Black Rhino signed a “framework agreement” in August with South Sudan’s government for the proposed 50,000 barrel-a-day facility, company President Dan O’Shea said. The refinery in the country’s northern Upper Nile state would take about three years to build and cost $2 billion to $3 billion, he said.
The planned refinery “is intended to fill the gap to supply the local market in full,” O’Shea said in a Dec. 9 phone interview from New York. A “significant amount of refined products” could be shipped to Ethiopia, in exchange for electricity that would power the facility. A final accord will probably be signed in the second quarter of 2014, he said.
South Sudan, which exports about 220,000 barrels a day from its oilfields via pipelines across Sudan, is building refineries as it seeks to save foreign exchange it now uses to buy diesel from neighboring countries.
The country imports as much as 40 million liters (10.6 million gallons) of fuel a month from Kenya, Paul Adong Deng, managing director of state-owned Nile Petroleum Corp., said in an Oct. 29 interview in the capital, Juba. About 80 percent of imports are diesel and 20 percent gasoline.
Refineries are already planned in the oil-producing states of Unity and Upper Nile. The first, a 5,000 barrel a day facility in Bentiu, is a joint venture between Nile Petroleum and Russia’s Safinat. Construction will begin by the end of 2013, Russian Ambassador Sergei Shishkin said Nov. 27.

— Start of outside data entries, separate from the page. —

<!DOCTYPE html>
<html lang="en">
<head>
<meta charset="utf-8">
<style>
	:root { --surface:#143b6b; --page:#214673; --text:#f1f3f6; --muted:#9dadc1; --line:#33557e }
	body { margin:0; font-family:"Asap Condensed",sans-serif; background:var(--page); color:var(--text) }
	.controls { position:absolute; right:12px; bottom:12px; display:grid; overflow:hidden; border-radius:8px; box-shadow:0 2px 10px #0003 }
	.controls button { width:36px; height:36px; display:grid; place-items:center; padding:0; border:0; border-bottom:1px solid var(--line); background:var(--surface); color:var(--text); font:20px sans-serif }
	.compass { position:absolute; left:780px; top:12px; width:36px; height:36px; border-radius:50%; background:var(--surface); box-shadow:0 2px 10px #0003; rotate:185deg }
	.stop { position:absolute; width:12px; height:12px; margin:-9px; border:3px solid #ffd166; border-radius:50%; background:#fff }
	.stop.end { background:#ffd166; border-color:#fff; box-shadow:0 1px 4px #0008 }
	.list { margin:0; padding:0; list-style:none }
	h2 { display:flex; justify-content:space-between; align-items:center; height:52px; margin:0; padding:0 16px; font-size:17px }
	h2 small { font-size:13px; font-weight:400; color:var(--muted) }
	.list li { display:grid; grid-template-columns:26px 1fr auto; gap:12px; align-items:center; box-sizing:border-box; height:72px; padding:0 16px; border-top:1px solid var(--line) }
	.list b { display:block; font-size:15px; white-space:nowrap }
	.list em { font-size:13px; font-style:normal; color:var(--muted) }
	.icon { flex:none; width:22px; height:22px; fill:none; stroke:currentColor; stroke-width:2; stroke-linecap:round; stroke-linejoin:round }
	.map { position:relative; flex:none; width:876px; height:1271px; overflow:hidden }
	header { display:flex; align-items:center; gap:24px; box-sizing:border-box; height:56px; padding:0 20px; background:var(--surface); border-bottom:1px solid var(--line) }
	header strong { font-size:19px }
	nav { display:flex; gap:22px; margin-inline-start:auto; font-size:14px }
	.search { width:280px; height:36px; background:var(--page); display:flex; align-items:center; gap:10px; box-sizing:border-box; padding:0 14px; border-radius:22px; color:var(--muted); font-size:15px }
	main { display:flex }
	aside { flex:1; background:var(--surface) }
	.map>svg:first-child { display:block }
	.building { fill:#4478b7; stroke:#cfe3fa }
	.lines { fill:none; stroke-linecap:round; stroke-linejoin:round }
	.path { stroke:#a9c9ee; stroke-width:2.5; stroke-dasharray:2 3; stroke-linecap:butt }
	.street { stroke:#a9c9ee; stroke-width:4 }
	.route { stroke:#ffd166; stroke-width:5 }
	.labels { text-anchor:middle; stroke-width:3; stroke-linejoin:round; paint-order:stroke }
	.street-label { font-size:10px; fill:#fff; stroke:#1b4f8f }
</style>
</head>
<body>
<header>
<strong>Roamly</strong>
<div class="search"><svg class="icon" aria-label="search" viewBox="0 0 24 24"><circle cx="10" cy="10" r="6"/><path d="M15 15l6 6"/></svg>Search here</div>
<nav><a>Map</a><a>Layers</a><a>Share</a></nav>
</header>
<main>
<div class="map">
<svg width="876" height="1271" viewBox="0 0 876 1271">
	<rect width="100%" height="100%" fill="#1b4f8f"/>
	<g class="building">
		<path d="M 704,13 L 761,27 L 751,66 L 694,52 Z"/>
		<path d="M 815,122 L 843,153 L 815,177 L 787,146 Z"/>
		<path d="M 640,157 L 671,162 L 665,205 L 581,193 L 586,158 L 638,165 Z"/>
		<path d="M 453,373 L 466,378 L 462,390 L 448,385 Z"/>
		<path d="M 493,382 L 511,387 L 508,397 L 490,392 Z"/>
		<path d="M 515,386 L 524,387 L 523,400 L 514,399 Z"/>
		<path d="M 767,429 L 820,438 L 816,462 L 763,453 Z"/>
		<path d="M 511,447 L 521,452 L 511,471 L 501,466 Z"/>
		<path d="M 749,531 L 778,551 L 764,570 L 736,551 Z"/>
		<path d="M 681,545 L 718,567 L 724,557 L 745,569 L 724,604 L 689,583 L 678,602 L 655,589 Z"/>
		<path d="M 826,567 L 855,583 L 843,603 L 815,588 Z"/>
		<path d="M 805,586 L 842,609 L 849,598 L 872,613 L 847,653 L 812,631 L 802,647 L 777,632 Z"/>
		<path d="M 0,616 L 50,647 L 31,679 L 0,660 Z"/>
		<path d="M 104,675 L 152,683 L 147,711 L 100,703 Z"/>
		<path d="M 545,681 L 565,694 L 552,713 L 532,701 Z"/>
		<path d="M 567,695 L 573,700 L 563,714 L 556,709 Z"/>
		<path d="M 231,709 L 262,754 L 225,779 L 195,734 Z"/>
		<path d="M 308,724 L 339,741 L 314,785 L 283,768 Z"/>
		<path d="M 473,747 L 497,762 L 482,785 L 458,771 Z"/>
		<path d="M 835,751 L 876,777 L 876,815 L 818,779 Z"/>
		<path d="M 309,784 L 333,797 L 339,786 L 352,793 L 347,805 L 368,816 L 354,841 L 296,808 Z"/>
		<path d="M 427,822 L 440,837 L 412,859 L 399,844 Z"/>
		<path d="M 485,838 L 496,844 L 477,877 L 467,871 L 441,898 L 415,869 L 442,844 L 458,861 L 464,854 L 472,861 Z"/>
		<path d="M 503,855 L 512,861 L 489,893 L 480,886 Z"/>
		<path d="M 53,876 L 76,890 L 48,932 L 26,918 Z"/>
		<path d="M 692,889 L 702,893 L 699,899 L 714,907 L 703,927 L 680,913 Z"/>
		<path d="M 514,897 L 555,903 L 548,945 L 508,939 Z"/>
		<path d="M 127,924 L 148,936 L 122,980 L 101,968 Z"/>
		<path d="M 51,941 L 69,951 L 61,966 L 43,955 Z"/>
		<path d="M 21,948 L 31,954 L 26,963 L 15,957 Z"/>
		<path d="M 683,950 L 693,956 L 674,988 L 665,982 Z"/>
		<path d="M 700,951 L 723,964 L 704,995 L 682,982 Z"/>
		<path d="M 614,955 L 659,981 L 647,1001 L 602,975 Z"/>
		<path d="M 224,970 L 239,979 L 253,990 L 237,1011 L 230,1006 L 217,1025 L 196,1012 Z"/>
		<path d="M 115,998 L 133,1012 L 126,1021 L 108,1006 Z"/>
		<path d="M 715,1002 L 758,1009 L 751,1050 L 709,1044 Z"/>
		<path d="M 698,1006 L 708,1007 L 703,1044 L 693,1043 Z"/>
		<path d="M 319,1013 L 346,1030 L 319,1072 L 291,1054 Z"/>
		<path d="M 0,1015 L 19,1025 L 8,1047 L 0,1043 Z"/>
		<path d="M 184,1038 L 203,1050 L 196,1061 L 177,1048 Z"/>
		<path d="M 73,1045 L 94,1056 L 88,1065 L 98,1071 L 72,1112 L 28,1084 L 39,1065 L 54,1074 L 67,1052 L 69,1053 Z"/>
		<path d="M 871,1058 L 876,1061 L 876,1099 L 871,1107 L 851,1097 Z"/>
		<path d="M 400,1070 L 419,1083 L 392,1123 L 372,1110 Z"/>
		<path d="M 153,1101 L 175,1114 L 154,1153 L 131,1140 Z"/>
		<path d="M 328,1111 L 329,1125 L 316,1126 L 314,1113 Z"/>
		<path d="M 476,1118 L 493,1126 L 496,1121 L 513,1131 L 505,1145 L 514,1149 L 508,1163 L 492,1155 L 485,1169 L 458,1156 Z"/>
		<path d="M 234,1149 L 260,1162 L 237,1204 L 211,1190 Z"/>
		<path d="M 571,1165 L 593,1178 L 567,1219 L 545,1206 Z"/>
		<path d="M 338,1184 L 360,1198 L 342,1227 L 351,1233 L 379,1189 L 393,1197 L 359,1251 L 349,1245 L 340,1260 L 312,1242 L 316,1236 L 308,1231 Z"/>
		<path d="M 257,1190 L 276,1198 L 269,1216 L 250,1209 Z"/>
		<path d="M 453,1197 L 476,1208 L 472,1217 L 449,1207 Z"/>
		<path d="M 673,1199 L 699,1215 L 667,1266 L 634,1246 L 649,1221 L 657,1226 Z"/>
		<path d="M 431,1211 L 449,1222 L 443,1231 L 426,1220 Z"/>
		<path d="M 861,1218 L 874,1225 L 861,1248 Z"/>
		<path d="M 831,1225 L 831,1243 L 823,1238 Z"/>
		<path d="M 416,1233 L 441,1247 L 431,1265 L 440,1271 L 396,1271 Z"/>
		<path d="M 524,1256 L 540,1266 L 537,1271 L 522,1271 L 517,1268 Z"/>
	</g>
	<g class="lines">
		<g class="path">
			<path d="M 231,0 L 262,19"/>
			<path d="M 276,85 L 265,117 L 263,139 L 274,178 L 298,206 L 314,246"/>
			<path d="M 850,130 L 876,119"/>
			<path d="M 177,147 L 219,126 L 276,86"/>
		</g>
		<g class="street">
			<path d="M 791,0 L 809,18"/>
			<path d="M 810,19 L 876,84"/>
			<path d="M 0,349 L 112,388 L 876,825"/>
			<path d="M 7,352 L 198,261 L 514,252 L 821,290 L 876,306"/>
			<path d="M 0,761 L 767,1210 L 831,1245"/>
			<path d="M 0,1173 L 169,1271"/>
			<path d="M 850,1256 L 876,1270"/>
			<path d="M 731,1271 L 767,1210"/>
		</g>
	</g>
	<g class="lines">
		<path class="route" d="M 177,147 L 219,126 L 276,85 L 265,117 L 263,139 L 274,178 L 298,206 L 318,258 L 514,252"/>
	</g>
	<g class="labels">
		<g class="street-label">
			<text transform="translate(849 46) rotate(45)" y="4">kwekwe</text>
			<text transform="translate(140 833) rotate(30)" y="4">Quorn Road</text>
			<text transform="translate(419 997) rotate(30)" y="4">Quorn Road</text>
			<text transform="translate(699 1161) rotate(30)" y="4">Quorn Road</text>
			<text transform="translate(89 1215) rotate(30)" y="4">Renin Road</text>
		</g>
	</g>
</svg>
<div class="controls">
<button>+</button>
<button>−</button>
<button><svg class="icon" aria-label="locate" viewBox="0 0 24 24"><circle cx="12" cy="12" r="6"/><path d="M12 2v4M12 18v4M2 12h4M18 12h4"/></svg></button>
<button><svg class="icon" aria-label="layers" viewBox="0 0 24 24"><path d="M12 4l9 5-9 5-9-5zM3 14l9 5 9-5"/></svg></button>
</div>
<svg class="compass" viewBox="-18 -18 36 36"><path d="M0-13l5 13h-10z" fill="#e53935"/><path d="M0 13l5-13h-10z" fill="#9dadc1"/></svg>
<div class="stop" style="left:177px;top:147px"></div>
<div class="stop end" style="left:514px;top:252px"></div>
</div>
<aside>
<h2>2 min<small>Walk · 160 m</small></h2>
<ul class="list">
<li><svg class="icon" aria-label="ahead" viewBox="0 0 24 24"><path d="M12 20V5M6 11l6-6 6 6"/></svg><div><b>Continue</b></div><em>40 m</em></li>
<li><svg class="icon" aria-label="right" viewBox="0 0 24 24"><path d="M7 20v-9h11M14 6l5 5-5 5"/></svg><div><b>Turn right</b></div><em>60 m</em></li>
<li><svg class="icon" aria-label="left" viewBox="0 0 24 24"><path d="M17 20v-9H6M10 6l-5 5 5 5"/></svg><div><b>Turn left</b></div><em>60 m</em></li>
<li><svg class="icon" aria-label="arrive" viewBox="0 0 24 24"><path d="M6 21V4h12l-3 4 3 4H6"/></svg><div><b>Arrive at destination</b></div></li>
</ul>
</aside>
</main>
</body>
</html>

South Sudan has sub-Saharan Africa’s biggest oil reserves after Nigeria and Angola, according to BP Plc data. Its low-sulfur crude, prized by Japanese buyers as a cleaner-burning fuel for power generation, is pumped mainly by China National Petroleum Corp., Malaysia’s Petroliam Nasional Bhd. and India’s Oil & Natural Gas Corp.
South Sudan seceded from neighboring Sudan in July 2011 and took three-quarters of the formerly united country’s oil output. A dispute between the two nations over export revenue halted South Sudanese production last year, cutting the country’s economy by half to $9.34 billion, according to World Bank data.